YOUR TASK:
Where the listing below reaches the line containing "position:relative; width:1430px; height:1642px;", start writing out lines exactly, and stop once the line containing "height:7px; margin:-3.5px; padding:0" has been written.
━━━━━━━━
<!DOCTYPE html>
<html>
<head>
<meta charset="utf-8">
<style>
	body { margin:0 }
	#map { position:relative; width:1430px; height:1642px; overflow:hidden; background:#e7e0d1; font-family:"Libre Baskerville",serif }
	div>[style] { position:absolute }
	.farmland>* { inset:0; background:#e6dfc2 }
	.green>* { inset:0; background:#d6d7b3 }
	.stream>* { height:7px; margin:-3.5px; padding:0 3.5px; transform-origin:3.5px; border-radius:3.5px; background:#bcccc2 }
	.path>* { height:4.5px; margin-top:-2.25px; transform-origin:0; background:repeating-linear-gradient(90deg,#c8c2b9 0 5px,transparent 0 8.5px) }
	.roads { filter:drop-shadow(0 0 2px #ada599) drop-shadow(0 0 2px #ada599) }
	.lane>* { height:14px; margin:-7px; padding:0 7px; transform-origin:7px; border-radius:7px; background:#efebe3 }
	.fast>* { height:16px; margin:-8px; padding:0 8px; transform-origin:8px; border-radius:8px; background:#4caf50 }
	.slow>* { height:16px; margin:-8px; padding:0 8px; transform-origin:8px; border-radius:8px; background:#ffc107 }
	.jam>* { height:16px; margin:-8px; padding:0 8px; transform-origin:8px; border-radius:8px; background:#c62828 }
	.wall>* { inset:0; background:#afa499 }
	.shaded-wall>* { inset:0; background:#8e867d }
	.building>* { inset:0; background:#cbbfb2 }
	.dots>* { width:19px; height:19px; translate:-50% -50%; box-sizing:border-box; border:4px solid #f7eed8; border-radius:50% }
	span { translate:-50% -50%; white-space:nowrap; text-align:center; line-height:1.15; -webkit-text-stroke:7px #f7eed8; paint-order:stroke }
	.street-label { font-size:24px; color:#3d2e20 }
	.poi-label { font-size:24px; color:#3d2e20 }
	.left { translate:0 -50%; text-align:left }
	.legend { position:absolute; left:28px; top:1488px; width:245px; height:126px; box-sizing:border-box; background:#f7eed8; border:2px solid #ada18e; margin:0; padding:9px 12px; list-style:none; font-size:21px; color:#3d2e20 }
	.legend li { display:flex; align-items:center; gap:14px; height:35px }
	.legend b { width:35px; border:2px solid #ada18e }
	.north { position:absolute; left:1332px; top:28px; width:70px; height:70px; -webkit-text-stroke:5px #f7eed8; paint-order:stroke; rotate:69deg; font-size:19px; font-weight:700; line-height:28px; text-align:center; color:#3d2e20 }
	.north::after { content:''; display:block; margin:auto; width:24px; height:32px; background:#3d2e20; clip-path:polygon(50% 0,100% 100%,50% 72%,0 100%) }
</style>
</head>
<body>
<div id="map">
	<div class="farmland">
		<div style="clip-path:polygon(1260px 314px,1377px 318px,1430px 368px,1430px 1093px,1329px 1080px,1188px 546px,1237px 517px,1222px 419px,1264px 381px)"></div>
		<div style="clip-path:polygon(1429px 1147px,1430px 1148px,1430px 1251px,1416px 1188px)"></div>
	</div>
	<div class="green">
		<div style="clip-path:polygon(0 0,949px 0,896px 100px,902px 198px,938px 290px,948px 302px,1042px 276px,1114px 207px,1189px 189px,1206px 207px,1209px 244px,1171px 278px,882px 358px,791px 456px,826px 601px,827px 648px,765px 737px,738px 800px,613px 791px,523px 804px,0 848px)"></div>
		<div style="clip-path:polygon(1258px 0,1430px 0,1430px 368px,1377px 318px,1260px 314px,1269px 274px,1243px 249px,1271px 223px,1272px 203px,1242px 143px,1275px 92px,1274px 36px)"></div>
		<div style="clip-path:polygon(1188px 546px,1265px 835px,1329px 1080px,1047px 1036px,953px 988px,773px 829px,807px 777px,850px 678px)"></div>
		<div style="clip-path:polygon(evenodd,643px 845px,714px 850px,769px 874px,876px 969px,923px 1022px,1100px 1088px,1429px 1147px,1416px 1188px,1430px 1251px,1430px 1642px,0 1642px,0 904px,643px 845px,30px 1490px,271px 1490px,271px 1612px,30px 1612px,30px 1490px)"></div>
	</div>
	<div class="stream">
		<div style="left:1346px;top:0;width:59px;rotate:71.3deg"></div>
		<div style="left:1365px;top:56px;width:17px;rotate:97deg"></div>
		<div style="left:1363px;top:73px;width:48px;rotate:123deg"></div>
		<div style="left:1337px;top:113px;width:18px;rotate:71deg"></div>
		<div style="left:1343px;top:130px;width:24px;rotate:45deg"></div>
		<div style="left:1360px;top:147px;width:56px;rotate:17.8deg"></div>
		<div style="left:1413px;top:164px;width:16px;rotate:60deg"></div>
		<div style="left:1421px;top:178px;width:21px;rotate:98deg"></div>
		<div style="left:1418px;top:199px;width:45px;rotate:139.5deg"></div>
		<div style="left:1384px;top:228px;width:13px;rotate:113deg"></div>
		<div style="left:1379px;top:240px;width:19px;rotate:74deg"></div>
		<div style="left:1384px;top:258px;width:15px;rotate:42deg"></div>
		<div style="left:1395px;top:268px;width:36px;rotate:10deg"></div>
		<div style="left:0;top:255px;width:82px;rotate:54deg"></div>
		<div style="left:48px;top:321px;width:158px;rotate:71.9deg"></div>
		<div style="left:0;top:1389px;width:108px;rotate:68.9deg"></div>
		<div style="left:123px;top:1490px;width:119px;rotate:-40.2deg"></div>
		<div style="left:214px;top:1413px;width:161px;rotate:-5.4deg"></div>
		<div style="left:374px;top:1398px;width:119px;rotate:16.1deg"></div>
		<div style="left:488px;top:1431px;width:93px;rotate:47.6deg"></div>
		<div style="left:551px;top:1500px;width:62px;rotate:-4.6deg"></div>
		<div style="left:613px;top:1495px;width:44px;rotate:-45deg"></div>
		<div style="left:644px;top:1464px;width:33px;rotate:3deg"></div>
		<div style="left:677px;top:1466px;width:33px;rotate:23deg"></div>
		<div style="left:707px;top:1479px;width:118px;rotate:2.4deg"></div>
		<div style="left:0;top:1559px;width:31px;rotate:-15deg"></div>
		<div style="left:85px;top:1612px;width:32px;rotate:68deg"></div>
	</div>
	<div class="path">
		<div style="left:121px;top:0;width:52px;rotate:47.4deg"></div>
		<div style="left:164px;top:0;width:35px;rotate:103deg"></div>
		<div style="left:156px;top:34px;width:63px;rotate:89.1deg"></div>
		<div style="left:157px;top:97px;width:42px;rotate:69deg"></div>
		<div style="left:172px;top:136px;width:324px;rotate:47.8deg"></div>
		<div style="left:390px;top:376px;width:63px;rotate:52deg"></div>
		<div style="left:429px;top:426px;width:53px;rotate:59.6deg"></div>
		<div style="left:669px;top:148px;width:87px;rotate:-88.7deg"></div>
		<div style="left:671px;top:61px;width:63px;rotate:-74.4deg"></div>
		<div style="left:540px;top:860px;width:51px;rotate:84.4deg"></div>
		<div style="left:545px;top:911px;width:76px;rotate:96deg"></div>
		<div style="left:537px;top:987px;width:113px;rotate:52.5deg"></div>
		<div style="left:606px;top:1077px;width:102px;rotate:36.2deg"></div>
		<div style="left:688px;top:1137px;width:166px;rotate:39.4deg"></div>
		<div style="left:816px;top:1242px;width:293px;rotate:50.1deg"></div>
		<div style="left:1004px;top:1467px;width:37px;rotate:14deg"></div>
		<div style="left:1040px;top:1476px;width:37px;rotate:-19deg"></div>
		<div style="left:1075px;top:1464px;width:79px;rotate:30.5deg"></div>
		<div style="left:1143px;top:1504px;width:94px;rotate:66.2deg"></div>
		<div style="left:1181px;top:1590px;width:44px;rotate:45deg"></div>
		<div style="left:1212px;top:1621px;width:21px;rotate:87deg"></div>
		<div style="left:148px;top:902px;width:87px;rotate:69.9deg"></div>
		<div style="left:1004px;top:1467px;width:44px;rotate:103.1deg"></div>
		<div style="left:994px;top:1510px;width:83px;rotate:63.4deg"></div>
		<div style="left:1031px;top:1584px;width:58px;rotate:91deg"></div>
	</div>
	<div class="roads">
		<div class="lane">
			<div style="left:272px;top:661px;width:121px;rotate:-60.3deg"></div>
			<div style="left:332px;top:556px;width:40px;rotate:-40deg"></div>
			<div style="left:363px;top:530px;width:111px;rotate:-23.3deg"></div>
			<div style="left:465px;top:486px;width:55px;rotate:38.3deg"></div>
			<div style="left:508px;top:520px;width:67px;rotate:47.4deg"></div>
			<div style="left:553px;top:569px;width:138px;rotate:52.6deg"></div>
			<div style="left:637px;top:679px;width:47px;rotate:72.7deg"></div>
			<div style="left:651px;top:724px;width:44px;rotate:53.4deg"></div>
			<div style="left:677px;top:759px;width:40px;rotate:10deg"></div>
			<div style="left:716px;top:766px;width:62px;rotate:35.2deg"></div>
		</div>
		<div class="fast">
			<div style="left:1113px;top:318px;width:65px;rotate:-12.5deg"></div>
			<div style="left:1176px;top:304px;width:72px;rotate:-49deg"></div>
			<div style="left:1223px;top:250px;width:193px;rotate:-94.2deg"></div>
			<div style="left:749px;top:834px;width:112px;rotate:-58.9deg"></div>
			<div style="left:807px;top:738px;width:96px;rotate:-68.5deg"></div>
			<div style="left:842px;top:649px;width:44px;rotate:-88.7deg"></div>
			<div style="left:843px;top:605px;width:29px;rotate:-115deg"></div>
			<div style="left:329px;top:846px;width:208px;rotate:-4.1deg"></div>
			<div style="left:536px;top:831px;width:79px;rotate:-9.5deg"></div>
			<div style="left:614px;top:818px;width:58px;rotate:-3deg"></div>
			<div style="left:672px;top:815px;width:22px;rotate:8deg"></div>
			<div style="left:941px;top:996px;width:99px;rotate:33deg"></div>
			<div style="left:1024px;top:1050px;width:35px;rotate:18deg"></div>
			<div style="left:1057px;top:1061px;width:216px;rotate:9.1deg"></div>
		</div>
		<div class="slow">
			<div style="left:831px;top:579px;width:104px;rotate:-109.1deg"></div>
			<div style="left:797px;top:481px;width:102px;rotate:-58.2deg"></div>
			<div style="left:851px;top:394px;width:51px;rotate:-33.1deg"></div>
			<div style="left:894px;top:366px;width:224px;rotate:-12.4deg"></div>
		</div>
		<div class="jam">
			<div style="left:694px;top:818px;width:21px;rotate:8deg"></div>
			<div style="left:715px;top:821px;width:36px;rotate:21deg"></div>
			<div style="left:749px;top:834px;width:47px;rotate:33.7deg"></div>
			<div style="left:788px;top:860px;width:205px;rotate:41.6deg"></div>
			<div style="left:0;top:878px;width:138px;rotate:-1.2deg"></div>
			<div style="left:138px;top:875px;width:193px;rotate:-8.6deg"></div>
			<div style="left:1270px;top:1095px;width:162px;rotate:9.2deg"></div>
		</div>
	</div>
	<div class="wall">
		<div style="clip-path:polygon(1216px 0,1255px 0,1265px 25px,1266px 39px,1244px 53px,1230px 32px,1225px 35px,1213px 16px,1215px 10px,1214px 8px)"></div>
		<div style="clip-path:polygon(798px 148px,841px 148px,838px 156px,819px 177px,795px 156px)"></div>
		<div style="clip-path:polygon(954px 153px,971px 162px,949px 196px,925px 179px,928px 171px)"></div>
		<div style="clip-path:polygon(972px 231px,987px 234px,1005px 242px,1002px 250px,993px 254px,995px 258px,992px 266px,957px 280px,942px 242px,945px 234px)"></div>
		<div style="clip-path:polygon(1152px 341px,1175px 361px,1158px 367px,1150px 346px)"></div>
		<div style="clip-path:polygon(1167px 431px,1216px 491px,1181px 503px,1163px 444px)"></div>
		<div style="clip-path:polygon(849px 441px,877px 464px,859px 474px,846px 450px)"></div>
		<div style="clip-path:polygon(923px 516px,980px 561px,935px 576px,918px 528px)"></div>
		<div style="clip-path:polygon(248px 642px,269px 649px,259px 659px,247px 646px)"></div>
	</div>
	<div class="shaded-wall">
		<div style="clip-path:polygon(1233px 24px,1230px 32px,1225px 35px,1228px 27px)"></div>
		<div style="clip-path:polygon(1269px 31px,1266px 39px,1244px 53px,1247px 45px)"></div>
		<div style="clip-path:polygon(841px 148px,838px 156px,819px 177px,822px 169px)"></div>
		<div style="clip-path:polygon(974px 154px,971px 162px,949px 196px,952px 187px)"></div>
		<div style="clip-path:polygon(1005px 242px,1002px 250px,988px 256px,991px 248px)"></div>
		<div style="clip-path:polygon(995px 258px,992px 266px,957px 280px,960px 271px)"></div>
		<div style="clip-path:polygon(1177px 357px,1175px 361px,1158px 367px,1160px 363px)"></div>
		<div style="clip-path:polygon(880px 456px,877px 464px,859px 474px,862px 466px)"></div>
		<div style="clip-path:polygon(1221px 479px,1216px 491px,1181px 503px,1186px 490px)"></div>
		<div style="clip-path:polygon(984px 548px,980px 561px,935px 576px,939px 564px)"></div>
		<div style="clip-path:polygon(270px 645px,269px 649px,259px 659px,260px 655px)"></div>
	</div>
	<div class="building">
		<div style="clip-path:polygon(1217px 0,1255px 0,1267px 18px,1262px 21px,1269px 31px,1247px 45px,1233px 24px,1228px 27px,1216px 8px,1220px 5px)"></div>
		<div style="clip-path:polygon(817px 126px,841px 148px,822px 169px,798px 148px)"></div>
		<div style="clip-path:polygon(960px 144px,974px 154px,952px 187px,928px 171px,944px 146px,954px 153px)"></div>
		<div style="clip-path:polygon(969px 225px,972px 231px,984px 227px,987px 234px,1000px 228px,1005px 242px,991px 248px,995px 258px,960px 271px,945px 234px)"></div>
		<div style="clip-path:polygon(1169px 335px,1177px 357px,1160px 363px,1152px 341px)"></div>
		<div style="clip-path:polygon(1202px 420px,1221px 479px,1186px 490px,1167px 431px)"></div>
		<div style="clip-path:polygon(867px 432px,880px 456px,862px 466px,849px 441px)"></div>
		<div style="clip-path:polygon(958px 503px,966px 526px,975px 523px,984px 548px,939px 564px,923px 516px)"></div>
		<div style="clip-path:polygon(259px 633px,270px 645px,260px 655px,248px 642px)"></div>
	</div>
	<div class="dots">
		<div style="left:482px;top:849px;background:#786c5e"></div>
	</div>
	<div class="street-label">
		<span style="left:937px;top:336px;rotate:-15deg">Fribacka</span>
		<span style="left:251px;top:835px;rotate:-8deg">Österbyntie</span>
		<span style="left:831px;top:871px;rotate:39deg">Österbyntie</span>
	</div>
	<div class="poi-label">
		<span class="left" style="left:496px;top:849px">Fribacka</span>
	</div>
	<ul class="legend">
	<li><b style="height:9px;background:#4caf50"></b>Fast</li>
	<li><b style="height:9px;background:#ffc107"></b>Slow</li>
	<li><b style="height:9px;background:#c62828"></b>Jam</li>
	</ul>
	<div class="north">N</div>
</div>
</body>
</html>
━━━━━━━━
EXPECTED OUTPUT:
	#map { position:relative; width:1430px; height:1642px; overflow:hidden; background:#e7e0d1; font-family:"Libre Baskerville",serif }
	div>[style] { position:absolute }
	.farmland>* { inset:0; background:#e6dfc2 }
	.green>* { inset:0; background:#d6d7b3 }
	.stream>* { height:7px; margin:-3.5px; padding:0 3.5px; transform-origin:3.5px; border-radius:3.5px; background:#bcccc2 }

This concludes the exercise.